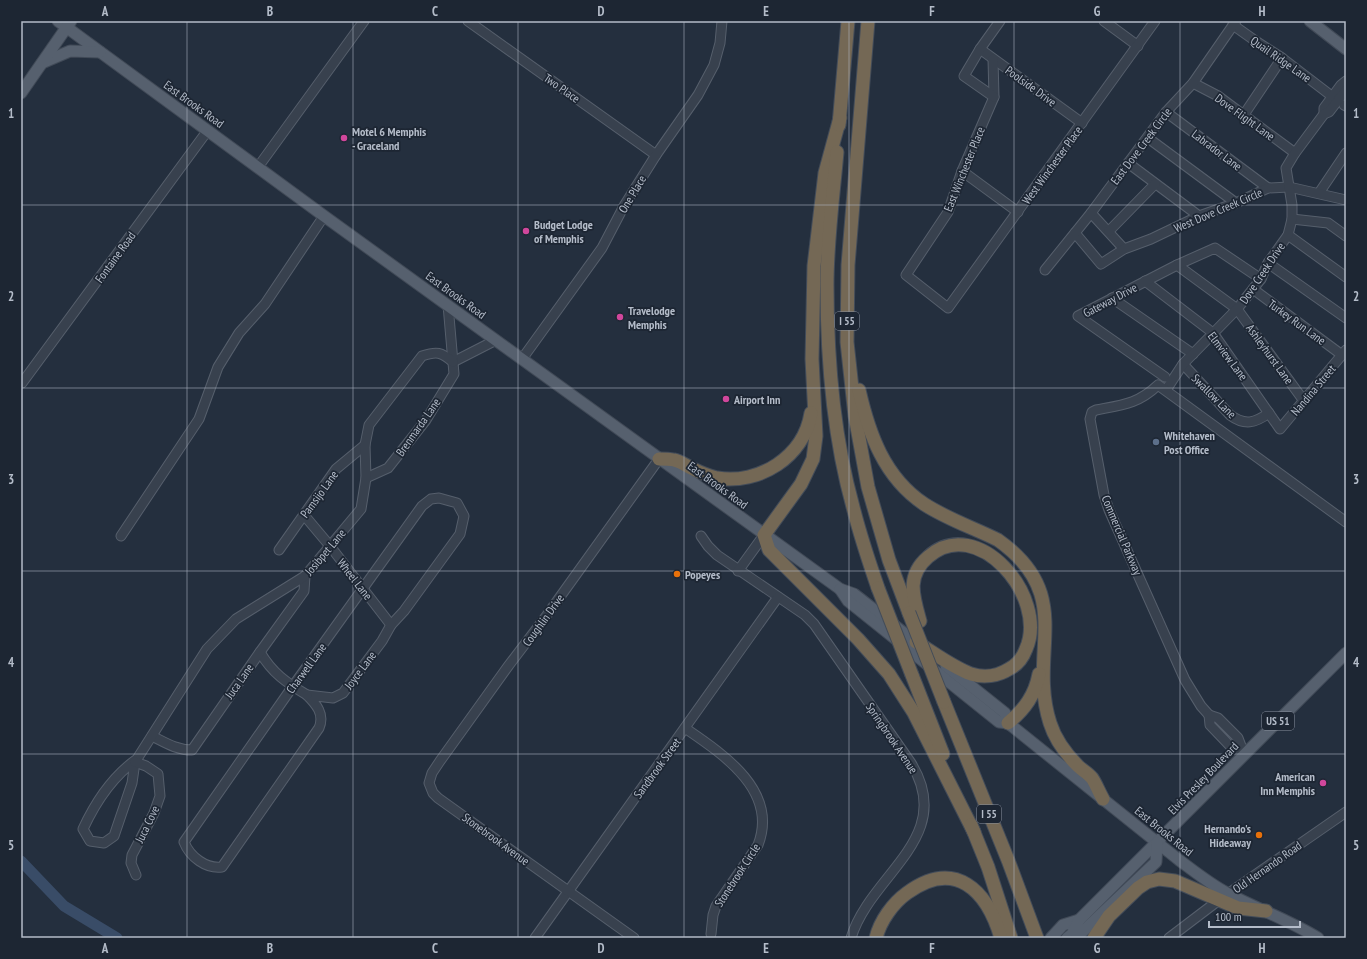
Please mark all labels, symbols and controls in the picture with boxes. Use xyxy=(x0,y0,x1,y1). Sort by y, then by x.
text: A xyxy=(101,3,109,20)
text: B xyxy=(267,3,273,20)
text: C xyxy=(432,3,438,20)
text: D xyxy=(598,3,605,20)
text: E xyxy=(763,3,769,20)
text: F xyxy=(929,3,935,20)
text: G xyxy=(1094,3,1101,20)
text: H xyxy=(1259,3,1266,20)
street label: Quail Ridge Lane xyxy=(1248,33,1314,85)
street label: Poolside Drive xyxy=(1003,62,1059,110)
street label: Two Place xyxy=(541,70,583,106)
street label: East Brooks Road xyxy=(161,77,227,131)
street label: Dove Flight Lane xyxy=(1212,90,1278,144)
text: 1 xyxy=(8,105,14,122)
street label: East Dove Creek Circle xyxy=(1107,105,1175,187)
text: 1 xyxy=(1353,105,1359,122)
street label: West Winchester Place xyxy=(1019,123,1085,207)
place label: Motel 6 Memphis - Graceland xyxy=(352,124,426,153)
street label: East Winchester Place xyxy=(940,124,988,214)
street label: Labrador Lane xyxy=(1189,126,1245,174)
marker: Motel 6 Memphis - Graceland xyxy=(339,133,349,143)
street label: One Place xyxy=(615,172,649,216)
street label: West Dove Creek Circle xyxy=(1171,185,1265,235)
place label: Budget Lodge of Memphis xyxy=(534,217,593,246)
marker: Budget Lodge of Memphis xyxy=(521,226,531,236)
street label: Fontaine Road xyxy=(91,229,139,285)
street label: Dove Creek Drive xyxy=(1236,239,1288,306)
street label: East Brooks Road xyxy=(423,268,489,322)
street label: Gateway Drive xyxy=(1080,279,1140,321)
text: 2 xyxy=(8,288,14,305)
text: 2 xyxy=(1353,288,1359,305)
street label: Turkey Run Lane xyxy=(1265,296,1329,348)
place label: Travelodge Memphis xyxy=(628,303,675,332)
marker: Travelodge Memphis xyxy=(615,312,625,322)
road number: I 55 xyxy=(835,312,859,330)
street label: Ashleyhurst Lane xyxy=(1243,321,1297,387)
street label: Elmview Lane xyxy=(1205,329,1251,383)
street label: Nandina Street xyxy=(1287,361,1339,418)
street label: Swallow Lane xyxy=(1189,371,1239,421)
place label: Airport Inn xyxy=(733,392,780,407)
marker: Airport Inn xyxy=(721,394,731,404)
street label: Brenmarda Lane xyxy=(393,395,444,459)
place label: Whitehaven Post Office xyxy=(1163,428,1215,457)
marker: Whitehaven Post Office xyxy=(1151,437,1161,447)
street label: East Brooks Road xyxy=(685,458,751,512)
street label: Pamsijo Lane xyxy=(297,468,341,520)
text: 3 xyxy=(8,471,14,488)
text: 3 xyxy=(1353,471,1359,488)
street label: Commercial Parkway xyxy=(1098,493,1146,578)
street label: Josibpet Lane xyxy=(301,526,349,579)
street label: Wheel Lane xyxy=(334,555,376,603)
place label: Popeyes xyxy=(685,567,720,582)
marker: Popeyes xyxy=(672,569,682,579)
street label: Coughlin Drive xyxy=(519,591,567,649)
street label: Charwell Lane xyxy=(283,640,329,696)
street label: Joyce Lane xyxy=(340,648,379,693)
text: 4 xyxy=(8,654,15,671)
text: 4 xyxy=(1353,654,1360,671)
street label: Juca Lane xyxy=(221,660,257,702)
street label: Springbrook Avenue xyxy=(863,700,921,776)
road number: US 51 xyxy=(1262,712,1294,730)
street label: Sandbrook Street xyxy=(630,734,684,801)
street label: Elvis Presley Boulevard xyxy=(1165,739,1241,817)
place label: American Inn Memphis xyxy=(1260,769,1315,798)
marker: American Inn Memphis xyxy=(1318,778,1328,788)
street label: Juca Cove xyxy=(131,803,162,846)
street label: East Brooks Road xyxy=(1132,803,1196,859)
road number: I 55 xyxy=(977,805,1001,823)
street label: Stonebrook Avenue xyxy=(459,810,533,868)
place label: Hernando's Hideaway xyxy=(1204,821,1251,850)
marker: Hernando's Hideaway xyxy=(1254,830,1264,840)
text: 5 xyxy=(8,837,14,854)
text: 5 xyxy=(1353,837,1359,854)
street label: Old Hernando Road xyxy=(1230,838,1304,896)
street label: Stonebrook Circle xyxy=(711,840,763,910)
scale bar xyxy=(1209,903,1300,929)
text: 100 m xyxy=(1215,909,1242,924)
text: A xyxy=(101,940,109,957)
text: B xyxy=(267,940,273,957)
text: C xyxy=(432,940,438,957)
text: D xyxy=(598,940,605,957)
text: E xyxy=(763,940,769,957)
text: F xyxy=(929,940,935,957)
text: G xyxy=(1094,940,1101,957)
text: H xyxy=(1259,940,1266,957)

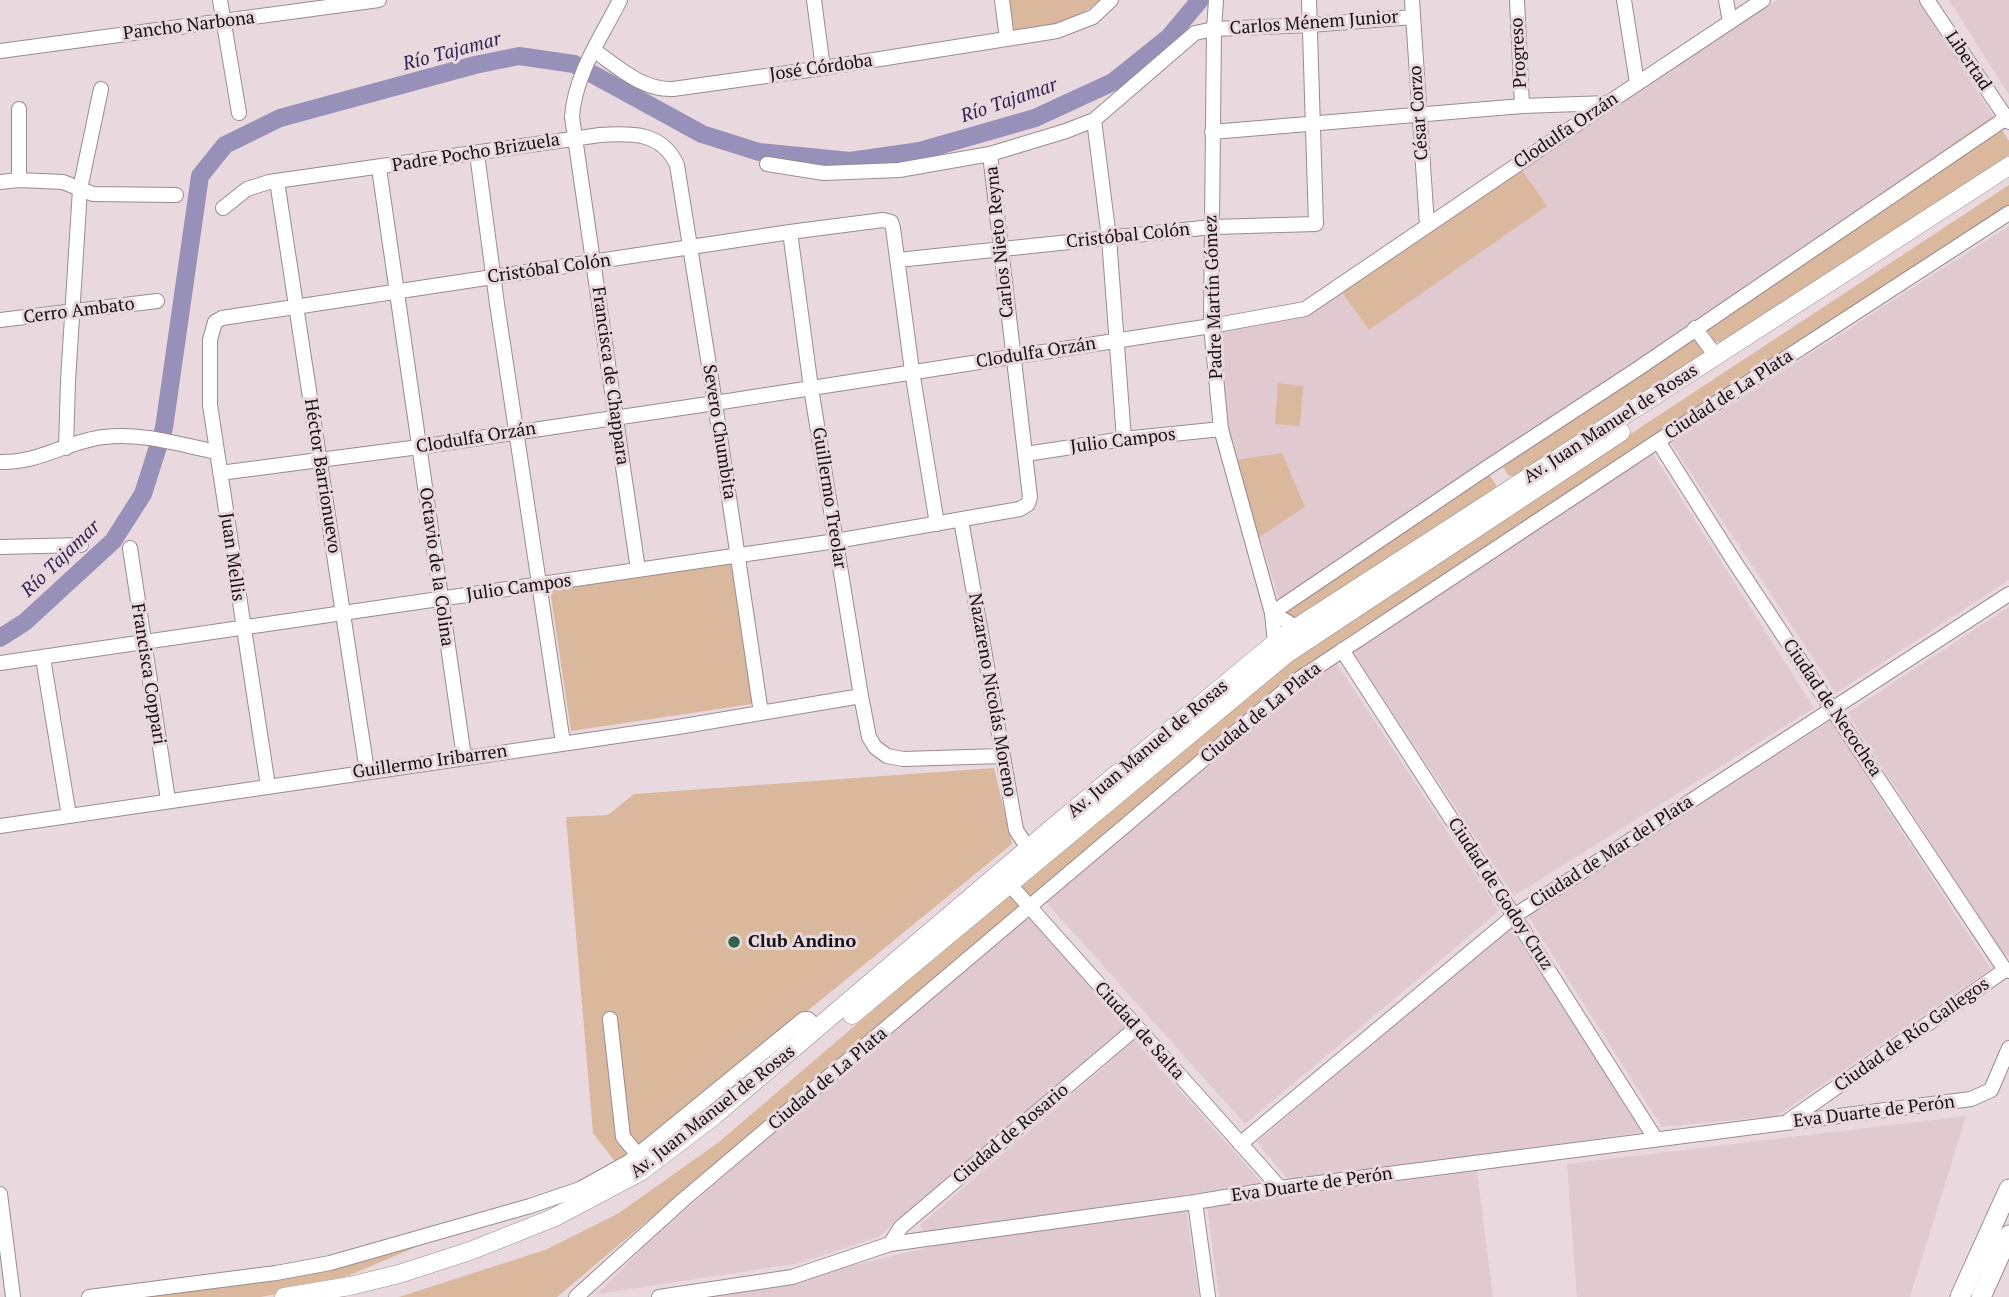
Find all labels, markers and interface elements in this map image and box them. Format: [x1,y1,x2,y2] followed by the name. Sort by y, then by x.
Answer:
[1229,6,1399,40] street label: Carlos Ménem Junior
[122,7,256,45] street label: Pancho Narbona
[1506,17,1532,89] street label: Progreso
[1940,27,1996,95] street label: Libertad
[400,28,504,76] water label: Río Tajamar
[768,50,874,86] street label: José Córdoba
[1405,65,1433,161] street label: César Corzo
[958,74,1060,128] water label: Río Tajamar
[1510,88,1622,174] street label: Clodulfa Orzán
[391,129,561,177] street label: Padre Pocho Brizuela
[981,165,1019,319] street label: Carlos Nieto Reyna
[1200,214,1228,380] street label: Padre Martín Gómez
[1065,219,1191,253] street label: Cristóbal Colón
[486,250,612,288] street label: Cristóbal Colón
[587,285,633,467] street label: Francisca de Chappara
[22,293,136,329] street label: Cerro Ambato
[975,333,1097,373] street label: Clodulfa Orzán
[1661,345,1797,445] street label: Ciudad de La Plata
[1520,360,1702,488] street label: Av. Juan Manuel de Rosas
[698,363,740,501] street label: Severo Chumbita
[299,397,345,555] street label: Héctor Barrionuevo
[415,418,537,458] street label: Clodulfa Orzán
[1069,424,1177,458] street label: Julio Campos
[807,426,851,570] street label: Guillermo Treolar
[414,486,458,648] street label: Octavio de la Colina
[215,511,249,603] street label: Juan Mellis
[17,516,105,602] water label: Río Tajamar
[465,570,573,606] street label: Julio Campos
[963,591,1021,799] street label: Nazareno Nicolás Moreno
[126,602,170,746] street label: Francisca Coppari
[1778,635,1886,781] street label: Ciudad de Necochea
[1196,658,1326,768] street label: Ciudad de La Plata
[1063,675,1233,823] street label: Av. Juan Manuel de Rosas
[351,740,509,784] street label: Guillermo Iribarren
[1526,791,1698,913] street label: Ciudad de Mar del Plata
[1443,814,1557,974] street label: Ciudad de Godoy Cruz
[748,931,856,953] place label: Club Andino
[726,934,742,950] marker: Club Andino
[1830,973,1994,1097] street label: Ciudad de Río Gallegos
[1089,978,1189,1084] street label: Ciudad de Salta
[764,1023,892,1135] street label: Ciudad de La Plata
[626,1041,800,1183] street label: Av. Juan Manuel de Rosas
[949,1079,1073,1189] street label: Ciudad de Rosario
[1792,1091,1956,1133] street label: Eva Duarte de Perón
[1230,1163,1394,1207] street label: Eva Duarte de Perón

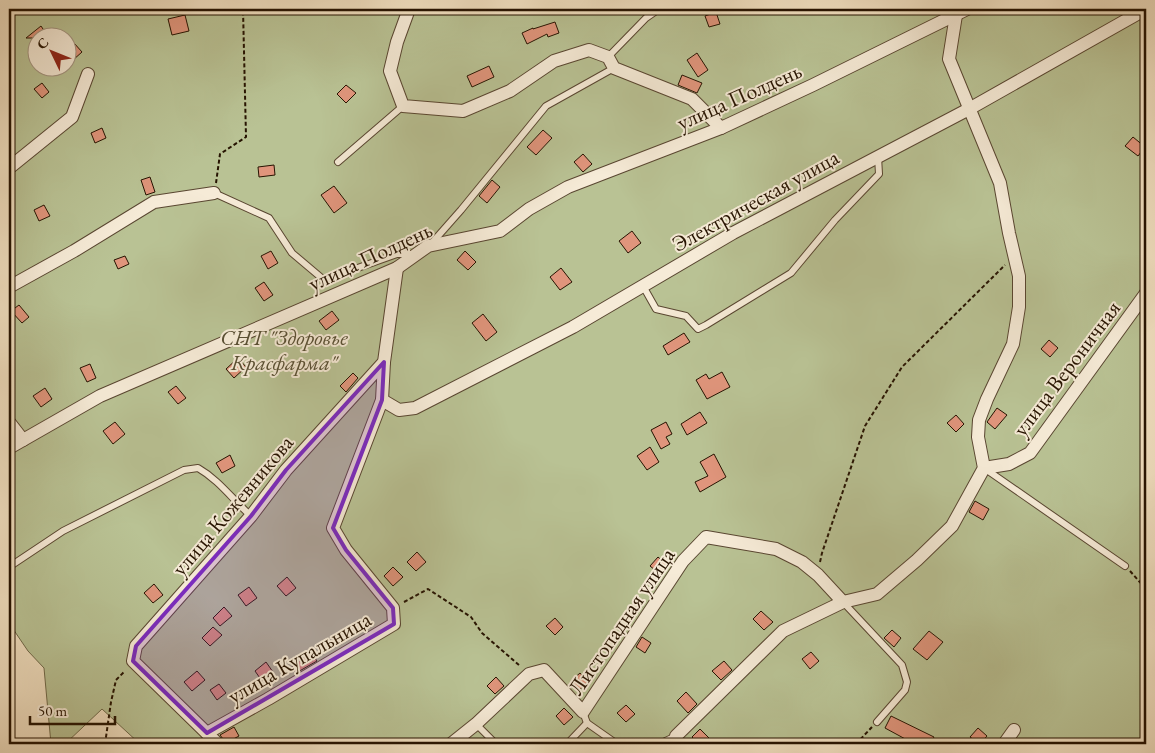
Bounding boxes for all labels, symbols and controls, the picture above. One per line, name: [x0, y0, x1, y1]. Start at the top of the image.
north arrow: [28, 28, 78, 78]
text: С: [33, 33, 53, 53]
street label: улица Полдень: [672, 56, 806, 137]
street label: Электрическая улица: [666, 142, 844, 258]
street label: улица Полдень: [303, 215, 437, 298]
street label: улица Вероничная: [1006, 295, 1127, 442]
park label: СНТ "Здоровье Красфарма": [220, 323, 348, 377]
street label: улица Кожевникова: [165, 429, 300, 582]
street label: Листопадная улица: [561, 542, 682, 701]
street label: улица Купальница: [222, 604, 377, 710]
scale bar: [30, 693, 115, 725]
text: 50 m: [38, 701, 67, 720]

Task goal:
Please return all lines above in which the string "Travelodge" is found.

Result of this exercise:
place label: Travelodge Memphis xyxy=(628,303,675,332)
marker: Travelodge Memphis xyxy=(615,312,625,322)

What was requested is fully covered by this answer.